2. Next you should assess the resources available to you in the case of an emergency. Resources include people, systems, and equipment both within your business and from elsewhere. What gaps do you have? For example, if you suddenly lose power to your building, do you have or need flashlights, radios, walkie talkies, etc? If a customer has a heart attack, do you have an AED? Do you have an alert system to warn all employees in the case of emergency or do you need to find another way to communicate to all employees? Talk to your local police office and fire department to find out what resources they recommend.

 

3. Create protective actions for life safety and threat-specific emergency procedures. Where should everyone shelter in place? What are the evacuation routes? What happens during a lock down? Make sure emergency exits are clearly marked, identify an assembly area if the building is evacuated, and determine if you need an evacuation team that assists in evacuations, ensures everyone is accounted for at the assembly area, and so forth. Create a shelter-in-place plan that warns everyone to move away from windows and to move to the core of the building and make sure you choose the right location to seek shelter. Consider the threat-specific emergencies you may face and create any necessary procedures. For example, if you run a daycare facility, you may need to create an action plan for a child abduction or if you have a construction company, you may need to create an action plan for a structure collapse.

 

4. Train all personnel, practice for emergencies, and update your plans regularly. What training do you and your employees have and what training may be worth considering? Determine if you have employees who are able to administer first aid, CPR and AED and consider having all employees trained. All employees should be trained in the system that alerts them to evacuate, shelter, or lockdown and drills should be practiced to keep everyone familiar with protocol. Assign roles to maximize your efficiency and potentially save lives. For example, you should have someone immediately alerting the proper authorities while someone else ensures all employees and customers are accounted for. Consider the training you may need for your specific industry (hazardous materials, firefighting, etc). Leaders should also have a higher level of training. Learn more about the potential types of training for you and your employees here. Make sure to regularly review your action plans and risk assessments, as you may find a new service or product means new risks. 

 

5. Don't forget laws and regulations. While it is always good to go above and beyond when it comes to safety, you should determine what laws and regulations you absolutely must follow. 

 

Feeling overwhelmed? FEMA has a comprehensive template for your emergency response plan. Find it here.

 

If you're an independent contractor working on the road or you work from home, your emergency response plan will be slightly different, but the same steps apply. You should create a plan that fits your particular business and accounts for the different scenarios you encounter. Make sure you consider whether or not you will be alone if an emergency occurs. If you need to call for help and you're at a job site far from emergency services, incorporate the added wait time into your emergency response plan.


Additional steps

Have an office go bag for emergencies. Items you may want to consider having include backups of important information, insurance policy numbers, first aid supplies, office calendar, employee contact information, finance records, book of passwords, and so forth. Ensure every employee knows where this bag is and decide who is responsible for it. Incorporate the go bag into any training or drills you do (fire drill, shelter in place drill, etc). 

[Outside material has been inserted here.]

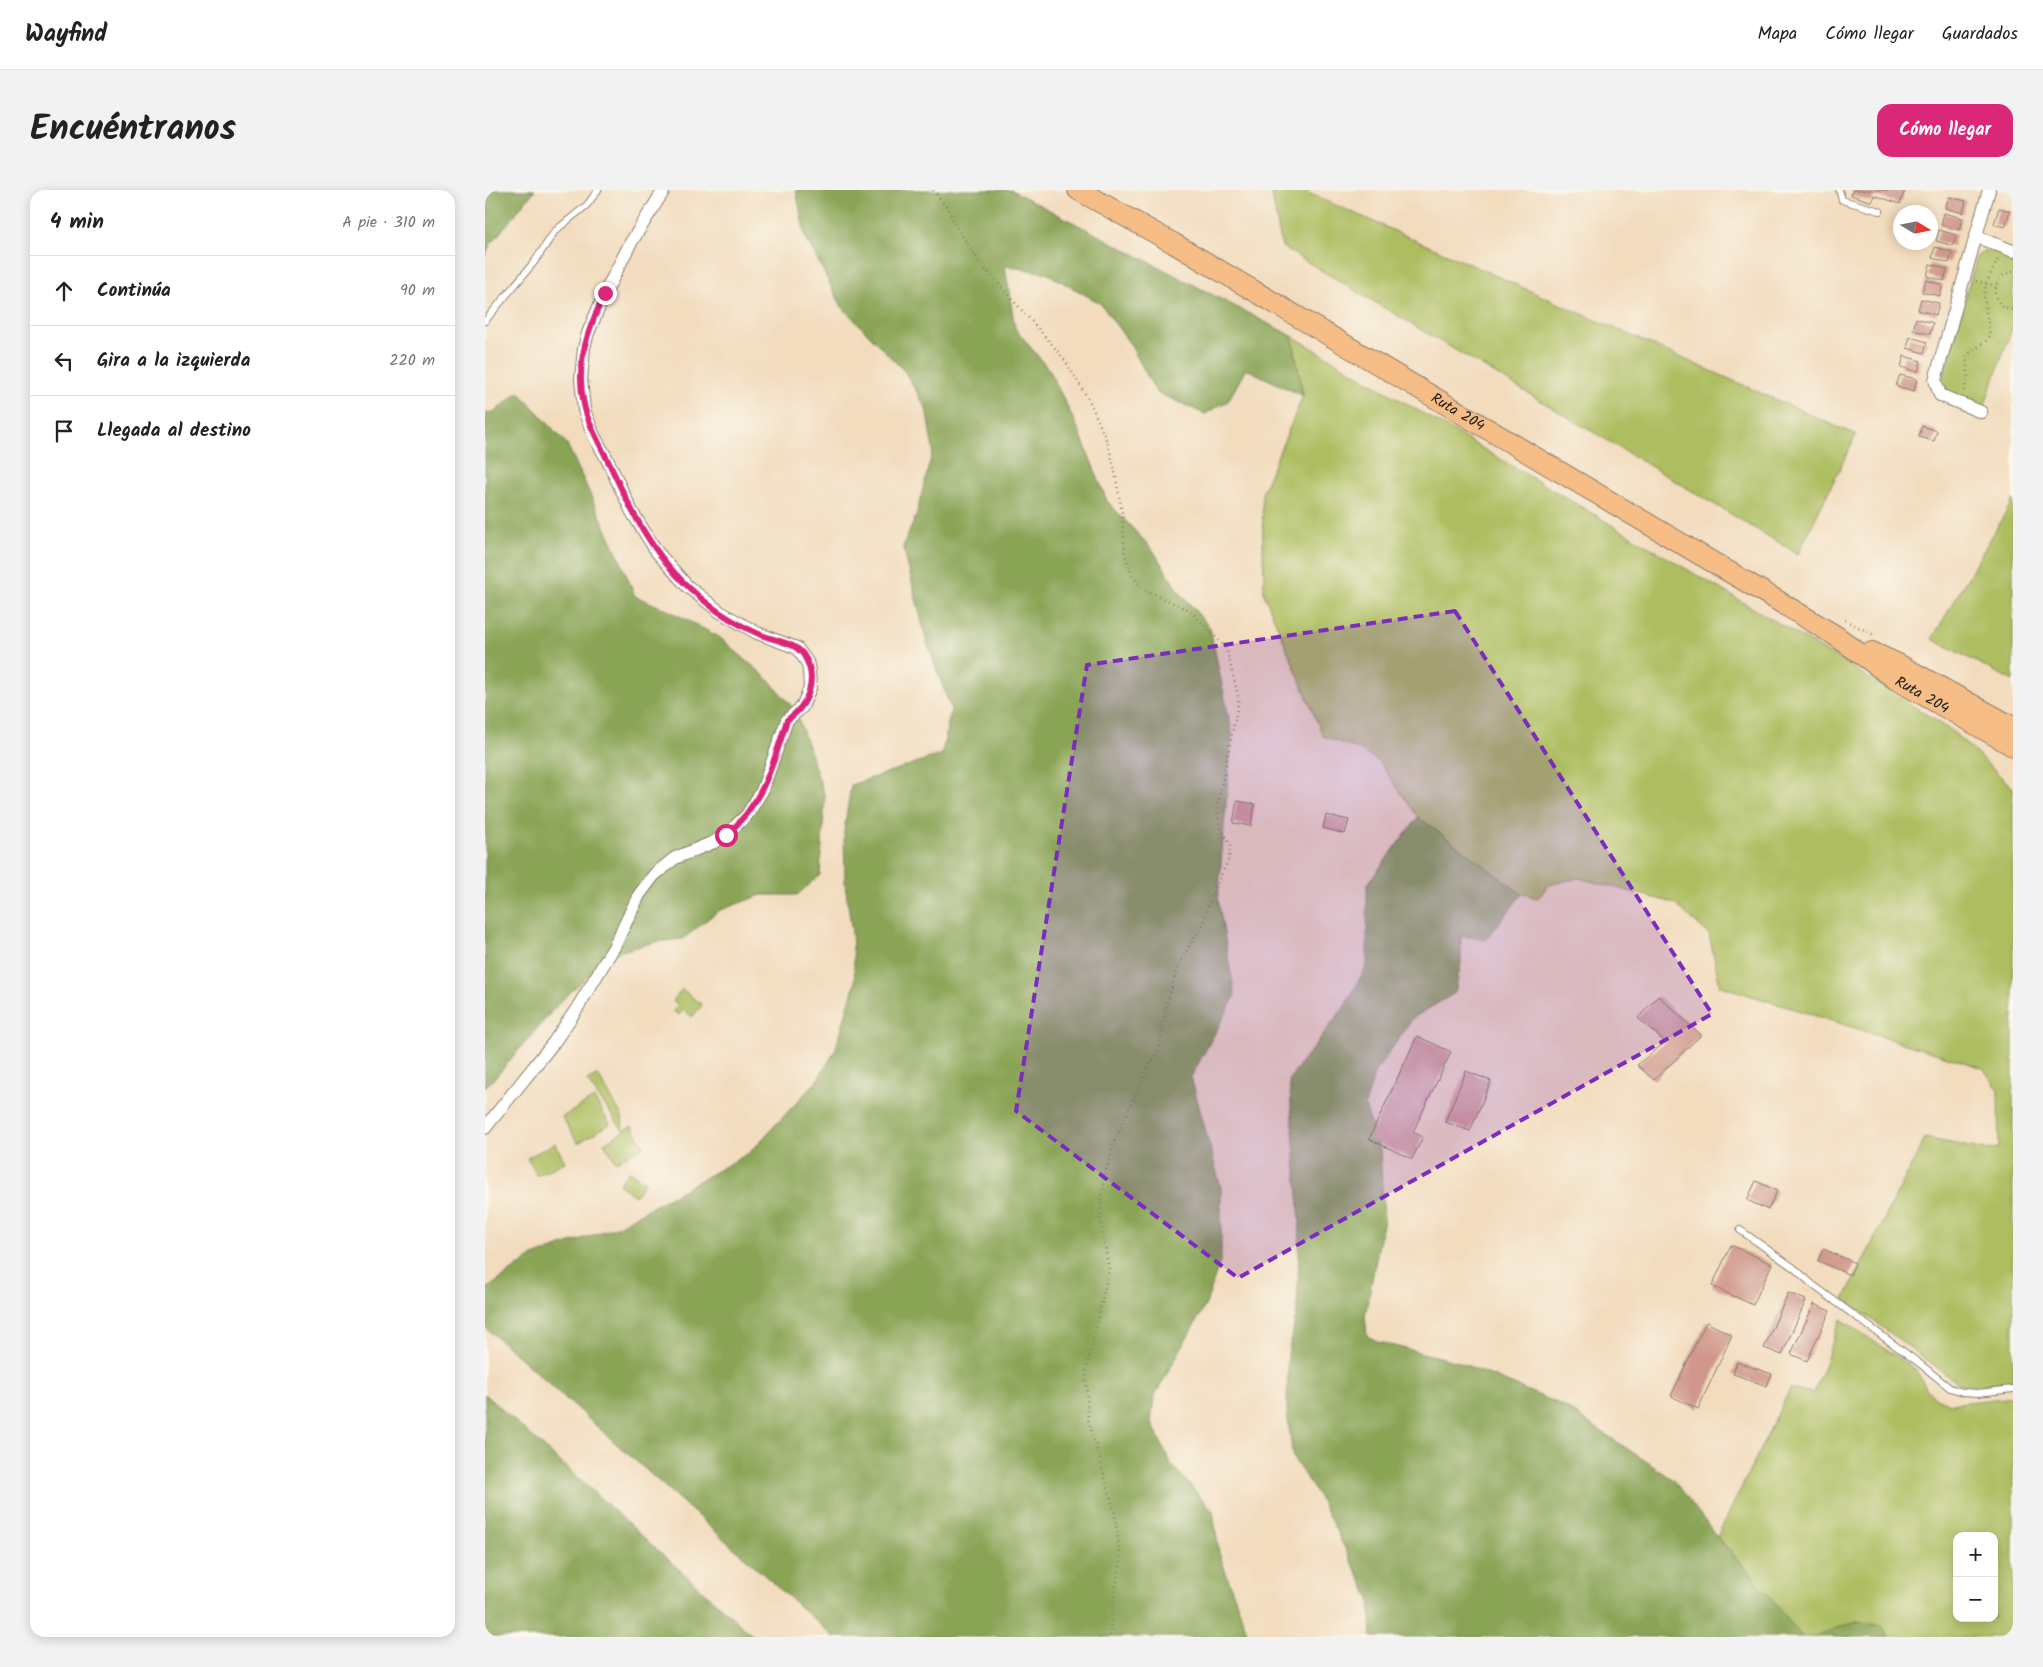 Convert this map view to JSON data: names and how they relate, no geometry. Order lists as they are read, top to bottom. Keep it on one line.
{"streets":{"main road":["Ruta 204"]},"north":"right","page":{"header":"Wayfind","nav":["Mapa","Cómo llegar","Guardados"],"title":"Encuéntranos","buttons":"Cómo llegar","heading":["4 min","A pie · 310 m"],"list":[["Continúa","90 m"],["Gira a la izquierda","220 m"],"Llegada al destino"],"map_buttons":["+","−"]}}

If you're a contractor without a typical office, consider having a virtual go bag that includes your insurance policies, your calendar, finance records, etc. somewhere secure online.

In case of emergency, review your insurance. Understand what events are covered and which are not. Consider having events added to your policy if your business faces those risks. Know your limits. Ask your agent what the recommended limits for specific events are. Determine if you are awarded replacement value or actual cash value if you file a claim. Actual cash value may not be enough, as it is only the current value of the item. 

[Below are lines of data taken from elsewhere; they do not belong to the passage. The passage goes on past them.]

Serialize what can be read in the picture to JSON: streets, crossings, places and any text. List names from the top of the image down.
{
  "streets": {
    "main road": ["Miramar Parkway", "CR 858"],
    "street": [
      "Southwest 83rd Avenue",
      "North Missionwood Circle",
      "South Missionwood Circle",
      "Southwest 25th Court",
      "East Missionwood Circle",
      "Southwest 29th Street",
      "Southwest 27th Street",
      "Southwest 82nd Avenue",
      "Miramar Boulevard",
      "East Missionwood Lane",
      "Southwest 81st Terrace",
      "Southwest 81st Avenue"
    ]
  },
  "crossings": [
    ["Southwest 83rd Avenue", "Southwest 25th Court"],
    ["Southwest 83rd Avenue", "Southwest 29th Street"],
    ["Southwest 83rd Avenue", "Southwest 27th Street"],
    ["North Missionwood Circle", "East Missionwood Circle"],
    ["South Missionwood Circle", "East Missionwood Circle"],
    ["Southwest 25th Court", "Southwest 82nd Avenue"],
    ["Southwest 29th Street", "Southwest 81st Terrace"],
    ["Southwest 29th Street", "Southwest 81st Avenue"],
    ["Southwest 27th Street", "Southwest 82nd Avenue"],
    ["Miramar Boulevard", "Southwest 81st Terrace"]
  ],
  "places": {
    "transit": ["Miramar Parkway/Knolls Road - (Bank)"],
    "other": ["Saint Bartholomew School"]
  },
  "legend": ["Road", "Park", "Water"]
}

Have emergency supplies. You may be able to shut down operations in advance of some emergencies, such as a bad storm, but with other emergencies you will have no advanced notice, such as an intruder in the building. Having emergency supplies is important for those unexpected scenarios. You should have a first aid kit, water, food, a battery powered radio with extra batteries, a whistle or means of signaling for help, and anything else you may need if forced to shelter in place for an extended period of time. Depending on the threat and depending on your industry, dust masks may be needed if the air is dangerous, and supplies to section off a room, such as duct tape and tarps, could also be useful. Refer to the risks you identified in your risk assessment when considering what supplies you should have. If your building is large or spread out, have emergency supplies in more than one area. 

 

Review your insurance. What scenarios are covered and which ones are excluded? Don't assume all events will be covered. You often need separate insurance for earthquakes and flooding. You may also need separate insurance for terrorism. In the case of an emergency, what are your deductibles? What are your limits and are they sufficient? Insurance can make a world of difference when there's an emergency, but it has to be the right insurance. Your building should have flood coverage, the cost of which will vary depending on the building and its contents. Yes, even in New England you are at risk for flooding and this includes those without oceanfront property. See FEMA's guide for five ways you can lower your flood insurance premium.

 

Regularly inspect your workplace. This means checking doors and windows, your roof, your emergency exits, the area surrounding your building, storm drains, air intakes, etc. You should also inspect any machinery you have. Consider your emergency plan when conducting these inspections. If your plan is to have everyone shelter in the back storage room, but you've filled it with materials for your next product launch, this isn't going to work. 

 

Plan for after the emergency. If you need to close down for a few days, you should know what will happen. What is required to keep your essential operations running? Who are your essential personnel? Which contractors will you call if you need building repairs? How will you communicate to your customers any changes to operations? Don't forget to consider your finances as a business owner. How many days could you afford to close your doors if needed? Will your insurance cover the value to replace your equipment or only give you actual cash value? What expenses will you potentially have while doors are closed (loan payments, regulatory fines, etc.) Think about the steps you would need to take to recover your business following different events and determine if you need business interruption insurance.

 

Planning for an emergency can seem overwhelming at first, but start with the emergency response plan and build from there. Create a schedule of trainings, drills, and inspections to ensure you regularly review what is needed. If your business is large enough, assign different tasks to different employees to lighten your load. Regardless of the work, keeping everyone safe and preparing for an emergency should be high on your priority list. Doing the work ahead of time could mean the difference between your business surviving a disaster and having to close your doors forever.